• **Records contained in a dataset**
--- START ---

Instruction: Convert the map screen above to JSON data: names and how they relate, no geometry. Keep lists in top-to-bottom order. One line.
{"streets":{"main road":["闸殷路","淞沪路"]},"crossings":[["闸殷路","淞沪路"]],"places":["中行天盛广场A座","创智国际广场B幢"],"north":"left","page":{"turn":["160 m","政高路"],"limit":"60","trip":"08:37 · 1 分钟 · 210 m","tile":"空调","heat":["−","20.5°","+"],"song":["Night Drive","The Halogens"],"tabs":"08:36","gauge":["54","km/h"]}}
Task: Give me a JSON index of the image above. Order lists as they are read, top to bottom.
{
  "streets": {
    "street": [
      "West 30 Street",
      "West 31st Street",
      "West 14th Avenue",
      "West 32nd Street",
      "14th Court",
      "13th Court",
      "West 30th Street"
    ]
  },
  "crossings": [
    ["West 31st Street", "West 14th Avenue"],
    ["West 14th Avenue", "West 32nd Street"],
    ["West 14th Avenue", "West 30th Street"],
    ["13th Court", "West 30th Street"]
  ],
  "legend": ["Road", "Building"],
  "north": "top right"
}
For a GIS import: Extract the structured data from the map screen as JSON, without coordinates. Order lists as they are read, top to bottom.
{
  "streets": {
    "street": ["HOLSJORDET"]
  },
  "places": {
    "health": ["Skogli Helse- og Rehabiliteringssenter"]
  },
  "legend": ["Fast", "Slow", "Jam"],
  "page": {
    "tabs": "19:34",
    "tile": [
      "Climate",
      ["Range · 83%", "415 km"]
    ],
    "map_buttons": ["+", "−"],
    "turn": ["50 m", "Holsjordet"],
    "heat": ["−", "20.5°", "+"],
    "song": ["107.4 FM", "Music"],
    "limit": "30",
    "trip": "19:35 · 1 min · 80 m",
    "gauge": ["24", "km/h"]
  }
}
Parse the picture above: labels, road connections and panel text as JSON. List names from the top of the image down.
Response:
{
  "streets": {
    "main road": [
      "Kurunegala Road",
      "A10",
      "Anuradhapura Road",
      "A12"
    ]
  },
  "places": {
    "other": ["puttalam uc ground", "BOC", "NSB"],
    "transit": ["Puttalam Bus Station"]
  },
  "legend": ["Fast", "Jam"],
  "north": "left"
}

--- END ---

• **Directions**
All entries should be restated word for word.

• **Written response**
Instruction: Convert the map screen above to JSON data: names and how they relate, no geometry. Keep lists in top-to-bottom order. One line.
{"streets":{"main road":["闸殷路","淞沪路"]},"crossings":[["闸殷路","淞沪路"]],"places":["中行天盛广场A座","创智国际广场B幢"],"north":"left","page":{"turn":["160 m","政高路"],"limit":"60","trip":"08:37 · 1 分钟 · 210 m","tile":"空调","heat":["−","20.5°","+"],"song":["Night Drive","The Halogens"],"tabs":"08:36","gauge":["54","km/h"]}}
Task: Give me a JSON index of the image above. Order lists as they are read, top to bottom.
{
  "streets": {
    "street": [
      "West 30 Street",
      "West 31st Street",
      "West 14th Avenue",
      "West 32nd Street",
      "14th Court",
      "13th Court",
      "West 30th Street"
    ]
  },
  "crossings": [
    ["West 31st Street", "West 14th Avenue"],
    ["West 14th Avenue", "West 32nd Street"],
    ["West 14th Avenue", "West 30th Street"],
    ["13th Court", "West 30th Street"]
  ],
  "legend": ["Road", "Building"],
  "north": "top right"
}
For a GIS import: Extract the structured data from the map screen as JSON, without coordinates. Order lists as they are read, top to bottom.
{
  "streets": {
    "street": ["HOLSJORDET"]
  },
  "places": {
    "health": ["Skogli Helse- og Rehabiliteringssenter"]
  },
  "legend": ["Fast", "Slow", "Jam"],
  "page": {
    "tabs": "19:34",
    "tile": [
      "Climate",
      ["Range · 83%", "415 km"]
    ],
    "map_buttons": ["+", "−"],
    "turn": ["50 m", "Holsjordet"],
    "heat": ["−", "20.5°", "+"],
    "song": ["107.4 FM", "Music"],
    "limit": "30",
    "trip": "19:35 · 1 min · 80 m",
    "gauge": ["24", "km/h"]
  }
}
Parse the picture above: labels, road connections and panel text as JSON. List names from the top of the image down.
Response:
{
  "streets": {
    "main road": [
      "Kurunegala Road",
      "A10",
      "Anuradhapura Road",
      "A12"
    ]
  },
  "places": {
    "other": ["puttalam uc ground", "BOC", "NSB"],
    "transit": ["Puttalam Bus Station"]
  },
  "legend": ["Fast", "Jam"],
  "north": "left"
}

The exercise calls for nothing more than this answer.